Data-Driven Surrogate Modeling Techniques to Predict the Effective Contact Area of Rough Surface Contact Problems
Tarik Sahin, Jacopo Bonari, Sebastian Brandstaeter, Alexander Popp
TL;DR
This work addresses the computational bottleneck of BEM in predicting the effective contact area $A_e$ for rough surface contact problems by building a data-driven surrogate trained on a large BEM-generated database. It compares multiple regression models with grid-search hyperparameter optimization and finds Kernel Ridge Regression to offer the best balance between predictive accuracy and evaluation speed, while Gaussian Process Regressor provides uncertainty quantification at higher cost. The surrogate's generalization to unseen configurations is demonstrated, and a detailed cost analysis shows the break-even point occurs after roughly $1.6\times10^4$ simulations, with database generation as the dominant offline expense.
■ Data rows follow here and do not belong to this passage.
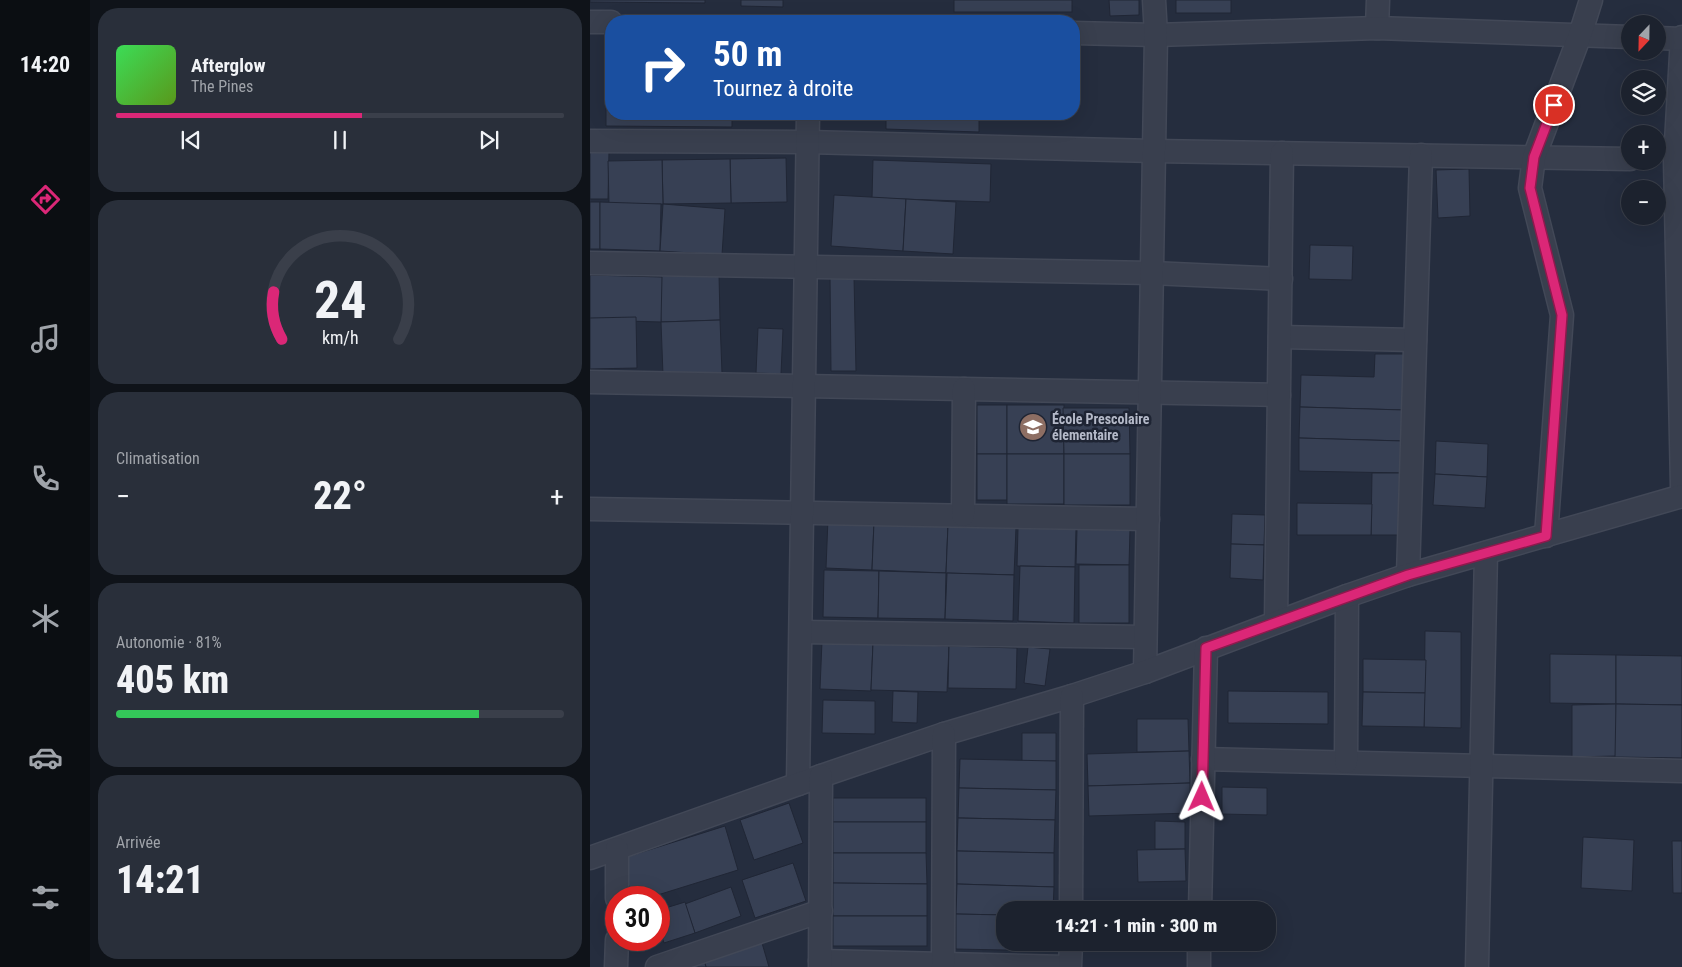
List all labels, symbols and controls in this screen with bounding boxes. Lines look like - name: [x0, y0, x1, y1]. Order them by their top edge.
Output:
- north arrow: [1621, 15, 1666, 60]
- map controls: [1621, 15, 1666, 225]
- text: 50 m: [713, 34, 782, 75]
- icon: right: [630, 35, 695, 100]
- text: 14:20: [20, 52, 70, 77]
- text: Afterglow: [191, 54, 265, 77]
- button: layers: [1621, 70, 1666, 115]
- text: Tournez à droite: [713, 76, 853, 101]
- text: The Pines: [191, 77, 253, 96]
- pin: [1533, 84, 1575, 126]
- icon: arrive: [1540, 91, 1568, 119]
- button: +: [1621, 125, 1666, 170]
- icon: previous: [177, 126, 205, 154]
- icon: pause: [326, 126, 354, 154]
- icon: next: [475, 126, 503, 154]
- button: −: [1621, 180, 1666, 225]
- icon: directions: [28, 182, 63, 217]
- text: 24: [314, 270, 366, 331]
- icon: music: [28, 321, 63, 356]
- text: km/h: [322, 327, 358, 348]
- place label: École Prescolaire élementaire: [1052, 410, 1150, 443]
- school or university icon: École Prescolaire élementaire: [1018, 412, 1048, 442]
- text: Climatisation: [116, 449, 200, 468]
- icon: phone: [28, 461, 63, 496]
- text: 22°: [313, 474, 367, 518]
- text: −: [116, 480, 130, 513]
- text: +: [550, 480, 564, 513]
- icon: climate: [28, 601, 63, 636]
- text: Autonomie · 81%: [116, 633, 222, 652]
- text: 405 km: [116, 658, 229, 702]
- icon: car: [28, 740, 63, 775]
- position arrow: [1175, 770, 1227, 822]
- text: Arrivée: [116, 833, 160, 852]
- text: 14:21: [116, 858, 204, 902]
- icon: filters: [28, 880, 63, 915]
- speed limit sign: 30: [605, 886, 670, 951]
- text: 14:21 · 1 min · 300 m: [1055, 914, 1217, 937]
The framework enables efficient multi-query tasks such as uncertainty quantification and parameter identification, expanding the applicability of data-driven surrogates in rough surface contact simulations.
Abstract
The effective contact area in rough surface contact plays a critical role in multi-physics phenomena such as wear, sealing, and thermal or electrical conduction. Although accurate numerical methods, like the Boundary Element Method (BEM), are available to compute this quantity, their high computational cost limits their applicability in multi-query contexts, such as uncertainty quantification, parameter identification, and multi-scale algorithms, where many repeated evaluations are required. This study proposes a surrogate modeling framework for predicting the effective contact area using fast-to-evaluate data-driven techniques. Various machine learning algorithms are trained on a precomputed dataset, where the inputs are the imposed load and statistical roughness parameters, and the output is the corresponding effective contact area. All models undergo hyperparameter optimization to enable fair comparisons in terms of predictive accuracy and computational efficiency, evaluated using established quantitative metrics. Among the models, the Kernel Ridge Regressor demonstrates the best trade-off between accuracy and efficiency, achieving high predictive accuracy, low prediction time, and minimal training overhead-making it a strong candidate for general-purpose surrogate modeling. The Gaussian Process Regressor provides an attractive alternative when uncertainty quantification is required, although it incurs additional computational cost due to variance estimation. The generalization capability of the Kernel Ridge model is validated on an unseen simulation scenario, confirming its ability to transfer to new configurations. Database generation constitutes the dominant cost in the surrogate modeling process. Nevertheless, the approach proves practical and efficient for multi-query tasks, even when accounting for this initial expense.